Anadolu tarih boyunca birçok uygarlığa ev sahipliği yapmıştr. Anadolu tarihin en eski yapıtları ve sanat eserleriyle doludur. Yaşadığımız, hergün belki de önünden geçtiğimiz, hiç değilse tatile gittiğimiz de boş gözlerle seyrettiğimiz, Anadolu toprağının bağrından fışkıran bu nadide tarih kokan sanat eserlerinden bahsetmek istiyorum. Öncelikle kronolojik olarak çağlara göre Anadolu’da tesis edilen sanatsal yapıtlara bir göz atalım.

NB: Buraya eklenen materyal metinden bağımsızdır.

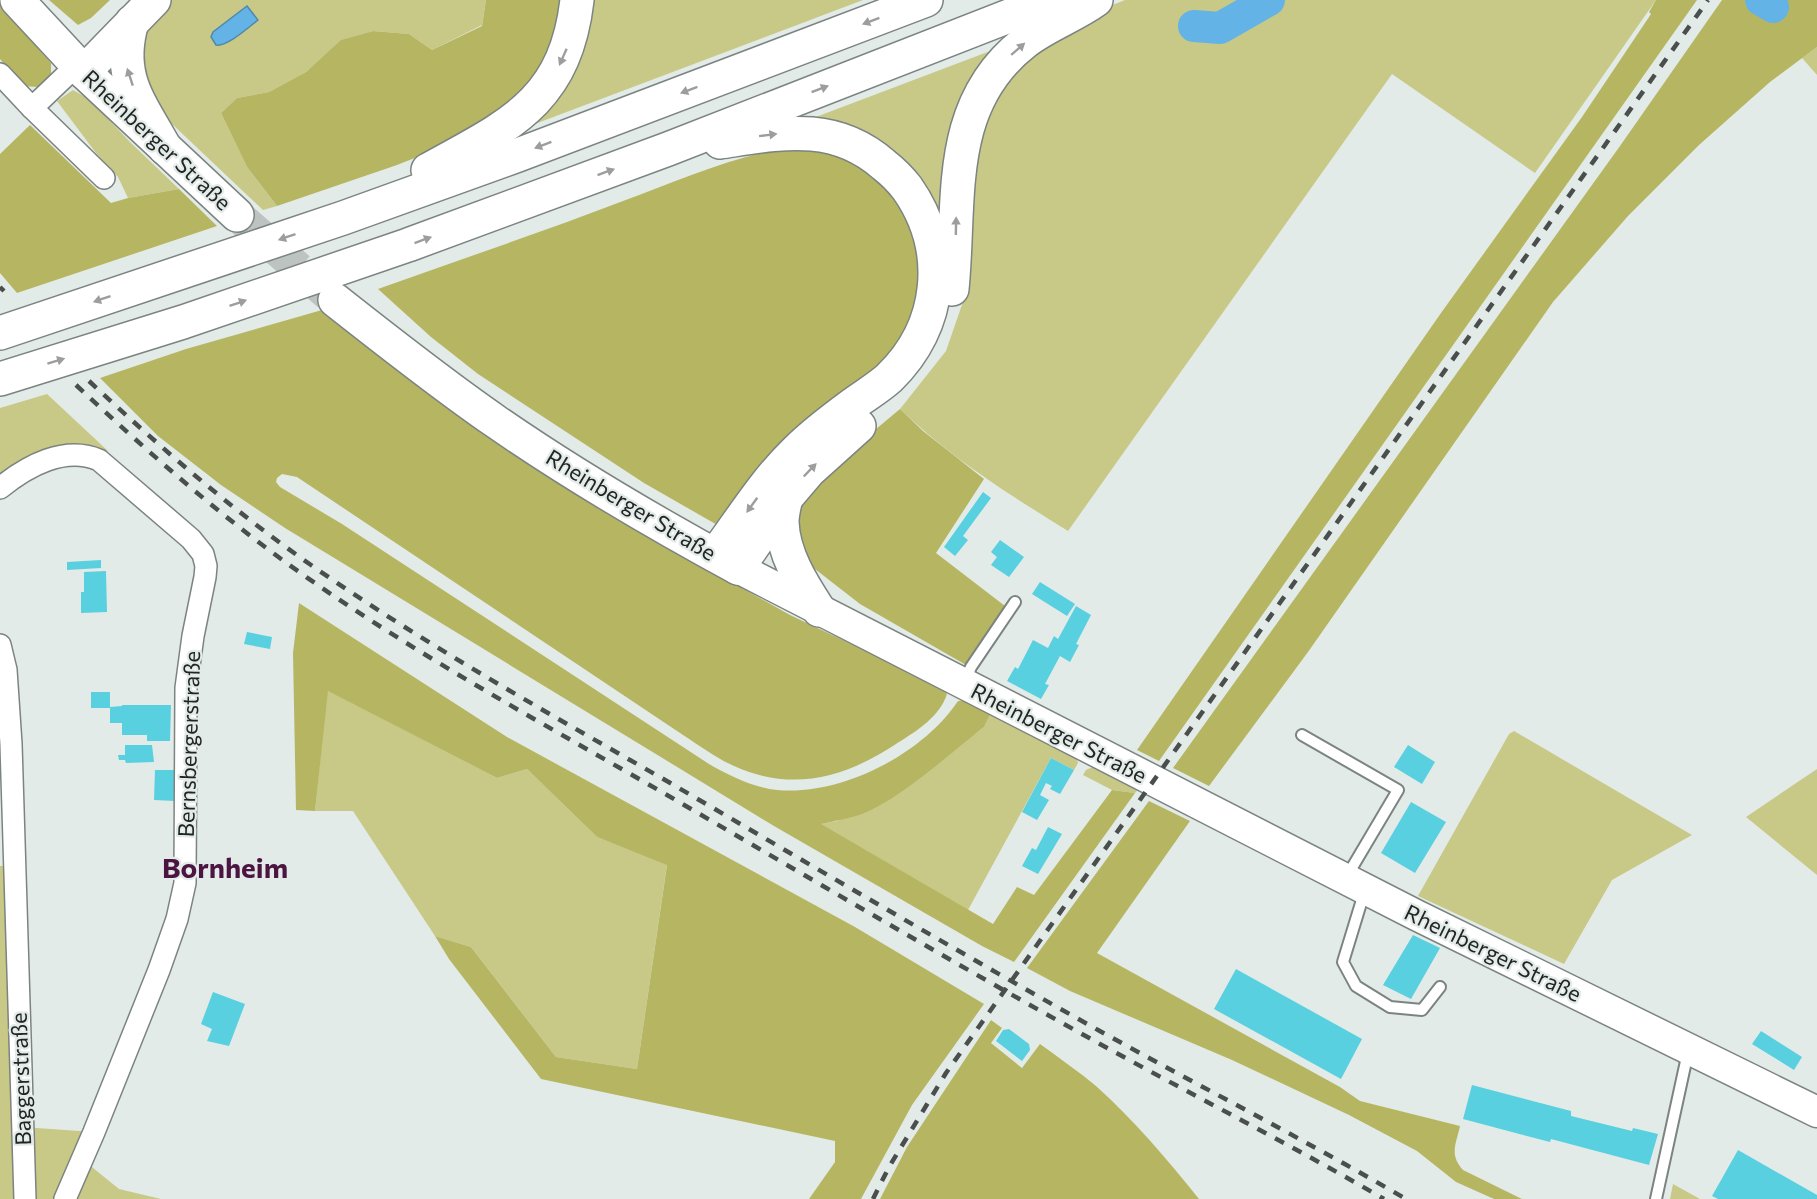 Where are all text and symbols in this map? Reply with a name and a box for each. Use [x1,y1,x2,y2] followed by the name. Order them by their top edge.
[862,17,880,26] one-way arrow
[1010,43,1025,56] one-way arrow
[559,48,568,65] one-way arrow
[77,64,237,216] street label: Rheinberger Straße
[124,68,134,86] one-way arrow
[811,84,829,93] one-way arrow
[680,86,698,96] one-way arrow
[758,131,777,140] one-way arrow
[534,140,552,150] one-way arrow
[597,167,615,177] one-way arrow
[951,217,961,236] one-way arrow
[278,232,296,242] one-way arrow
[414,235,432,244] one-way arrow
[93,295,111,304] one-way arrow
[229,298,247,307] one-way arrow
[47,356,65,365] one-way arrow
[541,443,721,566] street label: Rheinberger Straße
[803,464,817,478] one-way arrow
[746,496,758,512] one-way arrow
[172,650,205,838] street label: Bernsbergerstraße
[967,677,1152,789] street label: Rheinberger Straße
[162,850,288,884] district label: Bornheim
[1400,898,1586,1007] street label: Rheinberger Straße
[5,1012,36,1146] street label: Baggerstraße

Yontmataş dönemi, Anadolu’da ilk sanat eserlerine rastlanan dönemdir. Örnek olarak, taş ve kemikten yapılma küçük ve taşınır sanat eserleriyle kaya resimleri gösterilir.
Cilalı taş döneminde mağara ve kayalar üstüne yapılan resimler yerlerini kerpiç yapıların duvarlarını süsleyen, canlı ve parlak renklere bezeli duvar resimlerine bırakırlar. Taş ve topraktan yapılarak ortaya konan heykelciklerin günümüze dek gelen örneklemeleri o dönemde ki sanat düzeyini bize ulaştırırlar. Konya ili Çumra ilçesine bağlı Çatalhöyük’te ve Burdur yöresinde ki Hacılar’daki kazılarla ortaya çıkarılan eserler bu döneme aittir.
Cilalıtaş dönemi ile onu izleyen bronz dönemi arasındaki bir geçiş dönemi diyebileceğimiz evre (Kalkolitik çağ) de mimarlık, taş ve temel üzerine kerpiçle yapılmış düz damlı ve sade tasarımlı yapılar da kendini belirler. Hacılar’da kent, ilk olarak bu dönem de çevresini surlarla çevirir. Topraktan oluşturulan hayvan ve insan heykelcikleri, damga mühürler, madenden süs eşyaları çağa önemli sanat eserleri olarak tanıklık ederler. Hacılar’daki ilginç buluntularda göze çarpan özellikler; kent surları, bitişik yapılar ve kasaba ve kentlerin belirli bir düzene göre biçimlenmeleridir.
Bronz çağında ise madenler insan yaşamyna girer. Sayısız araçlar yapılır. Anadolu’da küçük kent beylikleri kurulur ve kentler savunma amacıyla surlarla çevrilir. Evler küçük odalardan oluşur, ocak fırın, seki ve depoları vardır. Dönemin ikinci aşamasının ilginç örnekleri Alacaköy ve Horoztepe’de bulunan kral ya da prens mezarlarıdır. Bunlar yalın yapı örnekleridir. İçine ölü ve ölü adına sunulmuş türlü armağanlar konulup üzeri kalaslarla kapanıp toprak örtülmüştür. Diğer bir gelişme ise heykelciliktedir. Adı geçen bölgelerde bronzdan kadın heykelcikleri, boğa ve geyik heykelcikleri bunların örnek türleridir. Daha sonraları Hitit döneminde ise bu mezarlara altın, gümüş, silah çeşitleri ve vazolar ölü armağanı olarak bırakılmıştır. Bütün bunlar, çağın maden işçiliğine eriştiğinin kanıtıdır.
M.Ö ikinci binyılın başlarında Anadolu çok varlıklıydı ve o çağın en bayındır ülkelerinin başyıda geliyordu. Zenginliğin kökeni M.Ö üçüncü binyılından kaynaklanıyordu. Anadolu’nun bu niceliğini ancak üçüncü binyılda öğrenen Mezopotamyalılar, Asur devletinin öncülüğünde, Anadolu ile olağanüstü ticari ilişkilere girmişlerdi. Bu ilişkiler sonucu, yerli (Hatti) sanatı, dışardan etkilerle gelişti ve Hitit sanatı dediğimiz yeni bir sanatın temelini oluşturdu. Katkının en büyük etkenleri Asurlu tacirlerdi. Çağ sanatında silindir ve damga mühürler, hayvan biçimindeki kaplar önde gelen örnekleridir. Damga mühürler eski Anadolu geleneğini sürdürür.